Each line containing the string "Esso" should be copied out of the entries.

BEGIN PROVIDED DATA

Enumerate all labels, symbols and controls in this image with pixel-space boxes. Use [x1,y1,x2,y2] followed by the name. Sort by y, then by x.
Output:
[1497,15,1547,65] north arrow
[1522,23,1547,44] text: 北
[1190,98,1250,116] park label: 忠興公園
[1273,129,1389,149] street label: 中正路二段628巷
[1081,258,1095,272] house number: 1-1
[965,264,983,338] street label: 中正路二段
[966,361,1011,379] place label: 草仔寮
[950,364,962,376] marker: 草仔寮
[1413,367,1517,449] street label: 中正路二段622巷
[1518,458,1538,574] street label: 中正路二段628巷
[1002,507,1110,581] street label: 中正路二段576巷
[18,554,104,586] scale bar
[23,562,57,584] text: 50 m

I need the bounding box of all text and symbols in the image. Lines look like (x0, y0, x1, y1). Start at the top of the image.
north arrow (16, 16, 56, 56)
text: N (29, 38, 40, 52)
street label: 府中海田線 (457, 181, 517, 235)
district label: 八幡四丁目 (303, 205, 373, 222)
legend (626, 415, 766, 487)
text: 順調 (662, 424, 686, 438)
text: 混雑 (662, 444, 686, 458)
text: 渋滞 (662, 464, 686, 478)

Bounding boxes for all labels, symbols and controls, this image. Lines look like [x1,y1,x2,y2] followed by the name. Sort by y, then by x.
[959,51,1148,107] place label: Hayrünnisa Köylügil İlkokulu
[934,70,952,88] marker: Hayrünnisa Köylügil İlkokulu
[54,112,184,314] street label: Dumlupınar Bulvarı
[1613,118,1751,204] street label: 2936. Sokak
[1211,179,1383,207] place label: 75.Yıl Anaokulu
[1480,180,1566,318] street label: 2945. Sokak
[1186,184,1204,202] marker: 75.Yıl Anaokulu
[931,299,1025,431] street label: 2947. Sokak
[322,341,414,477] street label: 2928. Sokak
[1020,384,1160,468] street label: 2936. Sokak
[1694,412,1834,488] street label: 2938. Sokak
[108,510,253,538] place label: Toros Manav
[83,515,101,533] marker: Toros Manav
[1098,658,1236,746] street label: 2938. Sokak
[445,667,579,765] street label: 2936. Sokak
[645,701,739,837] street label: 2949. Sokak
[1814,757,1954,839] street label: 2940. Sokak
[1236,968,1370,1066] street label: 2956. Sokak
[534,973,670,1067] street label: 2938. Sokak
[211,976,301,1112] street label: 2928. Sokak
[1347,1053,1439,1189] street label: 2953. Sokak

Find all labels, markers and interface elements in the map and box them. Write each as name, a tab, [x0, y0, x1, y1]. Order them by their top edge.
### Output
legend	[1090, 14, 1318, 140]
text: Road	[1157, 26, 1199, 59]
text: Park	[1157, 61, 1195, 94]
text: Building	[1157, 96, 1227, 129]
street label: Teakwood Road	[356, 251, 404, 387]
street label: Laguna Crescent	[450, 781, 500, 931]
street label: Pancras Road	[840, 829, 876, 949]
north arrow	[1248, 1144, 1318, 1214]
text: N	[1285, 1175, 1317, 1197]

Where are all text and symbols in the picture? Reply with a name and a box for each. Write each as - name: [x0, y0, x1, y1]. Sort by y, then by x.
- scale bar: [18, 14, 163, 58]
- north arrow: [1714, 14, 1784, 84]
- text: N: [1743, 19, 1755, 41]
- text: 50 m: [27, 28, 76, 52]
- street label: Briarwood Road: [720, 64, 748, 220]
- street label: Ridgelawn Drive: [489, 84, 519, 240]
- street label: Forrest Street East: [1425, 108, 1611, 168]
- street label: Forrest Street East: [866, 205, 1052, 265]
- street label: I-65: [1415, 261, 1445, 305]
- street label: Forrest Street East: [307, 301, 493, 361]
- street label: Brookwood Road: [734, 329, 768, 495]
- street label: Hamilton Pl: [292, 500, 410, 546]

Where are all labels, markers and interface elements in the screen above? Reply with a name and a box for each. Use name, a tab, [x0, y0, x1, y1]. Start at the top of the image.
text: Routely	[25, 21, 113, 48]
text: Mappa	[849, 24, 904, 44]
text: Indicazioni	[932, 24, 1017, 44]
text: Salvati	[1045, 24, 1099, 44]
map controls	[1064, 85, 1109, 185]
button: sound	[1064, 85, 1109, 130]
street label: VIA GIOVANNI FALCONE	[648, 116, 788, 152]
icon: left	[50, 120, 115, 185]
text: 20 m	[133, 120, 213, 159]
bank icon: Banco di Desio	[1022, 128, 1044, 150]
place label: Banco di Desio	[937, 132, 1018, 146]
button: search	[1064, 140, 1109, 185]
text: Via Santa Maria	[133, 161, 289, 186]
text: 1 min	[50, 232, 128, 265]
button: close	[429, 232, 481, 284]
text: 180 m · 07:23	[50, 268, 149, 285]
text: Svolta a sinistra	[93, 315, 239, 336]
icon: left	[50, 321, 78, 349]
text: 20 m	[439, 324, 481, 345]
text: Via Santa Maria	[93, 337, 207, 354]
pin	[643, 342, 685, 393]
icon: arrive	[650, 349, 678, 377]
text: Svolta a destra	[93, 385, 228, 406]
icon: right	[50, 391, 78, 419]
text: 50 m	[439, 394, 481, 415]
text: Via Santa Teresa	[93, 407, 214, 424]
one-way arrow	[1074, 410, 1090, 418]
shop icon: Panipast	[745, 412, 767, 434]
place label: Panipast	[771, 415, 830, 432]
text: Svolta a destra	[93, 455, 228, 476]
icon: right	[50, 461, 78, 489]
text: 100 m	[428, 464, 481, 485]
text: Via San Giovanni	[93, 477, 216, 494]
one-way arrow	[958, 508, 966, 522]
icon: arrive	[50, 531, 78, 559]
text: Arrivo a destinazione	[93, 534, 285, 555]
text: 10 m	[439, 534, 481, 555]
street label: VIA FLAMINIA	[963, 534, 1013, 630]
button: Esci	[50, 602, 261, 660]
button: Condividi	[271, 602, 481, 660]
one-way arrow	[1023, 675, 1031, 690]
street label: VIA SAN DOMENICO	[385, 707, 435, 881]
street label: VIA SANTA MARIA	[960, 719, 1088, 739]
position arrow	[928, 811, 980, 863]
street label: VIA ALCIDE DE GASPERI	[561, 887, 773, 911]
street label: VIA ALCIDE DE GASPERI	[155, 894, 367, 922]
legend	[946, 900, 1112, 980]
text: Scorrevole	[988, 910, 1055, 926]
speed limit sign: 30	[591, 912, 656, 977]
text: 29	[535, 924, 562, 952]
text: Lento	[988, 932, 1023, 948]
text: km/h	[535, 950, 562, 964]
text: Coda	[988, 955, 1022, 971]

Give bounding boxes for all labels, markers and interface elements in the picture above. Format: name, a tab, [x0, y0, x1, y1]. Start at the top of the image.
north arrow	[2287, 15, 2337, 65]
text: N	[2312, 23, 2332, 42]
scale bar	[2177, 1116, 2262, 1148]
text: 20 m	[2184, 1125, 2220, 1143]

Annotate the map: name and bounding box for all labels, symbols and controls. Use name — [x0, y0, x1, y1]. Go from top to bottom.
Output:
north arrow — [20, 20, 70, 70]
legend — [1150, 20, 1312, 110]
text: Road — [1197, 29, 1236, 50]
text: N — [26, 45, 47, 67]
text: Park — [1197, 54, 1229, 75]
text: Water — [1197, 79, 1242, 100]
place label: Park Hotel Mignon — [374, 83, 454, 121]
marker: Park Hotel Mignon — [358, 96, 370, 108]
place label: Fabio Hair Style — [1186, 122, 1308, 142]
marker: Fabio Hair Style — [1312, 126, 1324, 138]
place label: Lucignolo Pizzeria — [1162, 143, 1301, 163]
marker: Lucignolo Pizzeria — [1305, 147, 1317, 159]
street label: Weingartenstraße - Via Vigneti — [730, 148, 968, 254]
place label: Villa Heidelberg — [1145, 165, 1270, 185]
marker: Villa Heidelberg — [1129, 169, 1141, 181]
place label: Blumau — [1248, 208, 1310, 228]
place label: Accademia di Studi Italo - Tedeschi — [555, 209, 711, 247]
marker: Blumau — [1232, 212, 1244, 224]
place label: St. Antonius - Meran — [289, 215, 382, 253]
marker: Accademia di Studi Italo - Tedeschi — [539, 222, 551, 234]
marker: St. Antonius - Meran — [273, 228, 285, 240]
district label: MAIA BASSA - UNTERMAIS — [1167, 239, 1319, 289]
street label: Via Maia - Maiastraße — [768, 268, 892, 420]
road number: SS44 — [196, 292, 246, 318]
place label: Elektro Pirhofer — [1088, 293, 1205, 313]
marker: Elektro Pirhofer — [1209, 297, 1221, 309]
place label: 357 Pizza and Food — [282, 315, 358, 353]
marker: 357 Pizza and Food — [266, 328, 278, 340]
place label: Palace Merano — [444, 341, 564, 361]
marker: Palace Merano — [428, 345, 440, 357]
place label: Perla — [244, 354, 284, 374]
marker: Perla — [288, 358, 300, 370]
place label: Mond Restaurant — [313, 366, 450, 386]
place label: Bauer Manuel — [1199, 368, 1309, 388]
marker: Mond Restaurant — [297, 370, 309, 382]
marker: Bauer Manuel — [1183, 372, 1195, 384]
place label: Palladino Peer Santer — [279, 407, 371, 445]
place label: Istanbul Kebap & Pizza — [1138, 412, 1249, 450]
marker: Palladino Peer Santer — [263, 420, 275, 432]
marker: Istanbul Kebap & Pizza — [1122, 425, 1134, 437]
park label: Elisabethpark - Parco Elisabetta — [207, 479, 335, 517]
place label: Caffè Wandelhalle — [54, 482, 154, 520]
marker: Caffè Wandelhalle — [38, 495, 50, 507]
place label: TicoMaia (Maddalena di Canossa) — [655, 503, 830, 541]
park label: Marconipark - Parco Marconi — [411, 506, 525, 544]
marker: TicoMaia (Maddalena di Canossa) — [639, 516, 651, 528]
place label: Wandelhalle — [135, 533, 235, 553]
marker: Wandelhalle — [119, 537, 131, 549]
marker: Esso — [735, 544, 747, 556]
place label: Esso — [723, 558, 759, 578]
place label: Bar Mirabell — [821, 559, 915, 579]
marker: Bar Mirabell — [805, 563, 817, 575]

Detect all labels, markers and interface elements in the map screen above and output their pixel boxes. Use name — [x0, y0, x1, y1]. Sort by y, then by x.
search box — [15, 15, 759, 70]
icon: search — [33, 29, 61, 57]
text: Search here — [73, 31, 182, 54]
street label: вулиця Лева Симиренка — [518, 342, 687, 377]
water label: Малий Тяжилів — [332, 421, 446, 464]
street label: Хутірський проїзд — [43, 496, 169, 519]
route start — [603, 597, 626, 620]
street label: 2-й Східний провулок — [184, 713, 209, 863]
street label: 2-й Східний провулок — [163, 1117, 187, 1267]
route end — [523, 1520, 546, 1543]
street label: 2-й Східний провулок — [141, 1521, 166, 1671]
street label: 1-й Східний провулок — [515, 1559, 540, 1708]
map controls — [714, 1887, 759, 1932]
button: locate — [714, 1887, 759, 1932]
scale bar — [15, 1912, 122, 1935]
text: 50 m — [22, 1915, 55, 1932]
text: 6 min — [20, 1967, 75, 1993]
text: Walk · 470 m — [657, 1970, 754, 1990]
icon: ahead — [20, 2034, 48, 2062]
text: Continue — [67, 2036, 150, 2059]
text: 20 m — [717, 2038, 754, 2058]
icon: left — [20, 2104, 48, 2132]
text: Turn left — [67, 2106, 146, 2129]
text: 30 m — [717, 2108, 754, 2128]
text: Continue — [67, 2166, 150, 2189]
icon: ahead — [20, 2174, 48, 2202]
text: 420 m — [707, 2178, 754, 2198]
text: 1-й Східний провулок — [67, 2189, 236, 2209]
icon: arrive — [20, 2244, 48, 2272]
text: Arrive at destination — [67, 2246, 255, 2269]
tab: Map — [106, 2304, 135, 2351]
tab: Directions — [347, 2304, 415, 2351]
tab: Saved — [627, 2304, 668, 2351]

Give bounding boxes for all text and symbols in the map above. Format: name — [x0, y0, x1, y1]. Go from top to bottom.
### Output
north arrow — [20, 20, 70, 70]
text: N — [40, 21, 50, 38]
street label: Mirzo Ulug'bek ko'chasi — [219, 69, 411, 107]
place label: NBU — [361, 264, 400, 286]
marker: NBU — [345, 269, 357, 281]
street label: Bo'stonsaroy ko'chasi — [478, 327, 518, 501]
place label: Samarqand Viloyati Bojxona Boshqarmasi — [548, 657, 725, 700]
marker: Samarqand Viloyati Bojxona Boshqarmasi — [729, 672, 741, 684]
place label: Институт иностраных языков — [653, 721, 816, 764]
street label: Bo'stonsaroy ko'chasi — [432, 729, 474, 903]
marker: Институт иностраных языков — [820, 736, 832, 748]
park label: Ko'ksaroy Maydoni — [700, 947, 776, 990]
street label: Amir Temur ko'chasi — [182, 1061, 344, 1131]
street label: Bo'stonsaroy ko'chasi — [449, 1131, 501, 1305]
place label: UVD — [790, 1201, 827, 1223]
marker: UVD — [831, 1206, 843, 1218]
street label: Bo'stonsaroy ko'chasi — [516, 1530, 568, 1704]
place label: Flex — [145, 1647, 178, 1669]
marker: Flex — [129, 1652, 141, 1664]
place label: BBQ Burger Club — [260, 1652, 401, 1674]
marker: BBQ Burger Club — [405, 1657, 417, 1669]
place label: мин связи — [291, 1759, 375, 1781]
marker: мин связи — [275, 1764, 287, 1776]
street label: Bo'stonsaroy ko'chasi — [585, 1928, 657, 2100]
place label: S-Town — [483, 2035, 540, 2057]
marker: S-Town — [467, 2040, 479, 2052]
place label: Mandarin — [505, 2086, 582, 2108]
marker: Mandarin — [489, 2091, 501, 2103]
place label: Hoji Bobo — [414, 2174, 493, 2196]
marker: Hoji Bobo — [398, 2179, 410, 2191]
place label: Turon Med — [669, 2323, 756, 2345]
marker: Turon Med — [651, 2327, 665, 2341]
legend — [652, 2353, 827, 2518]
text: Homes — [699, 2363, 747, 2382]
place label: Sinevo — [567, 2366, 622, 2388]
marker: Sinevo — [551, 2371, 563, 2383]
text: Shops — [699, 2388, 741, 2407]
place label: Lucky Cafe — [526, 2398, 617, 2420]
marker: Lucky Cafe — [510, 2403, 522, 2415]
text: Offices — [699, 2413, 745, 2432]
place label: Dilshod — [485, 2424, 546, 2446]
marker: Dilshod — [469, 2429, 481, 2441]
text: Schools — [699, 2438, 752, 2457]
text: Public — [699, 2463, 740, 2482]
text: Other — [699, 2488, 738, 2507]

END PROVIDED DATA

▸ SOLUTION:
marker: Esso — [735, 544, 747, 556]
place label: Esso — [723, 558, 759, 578]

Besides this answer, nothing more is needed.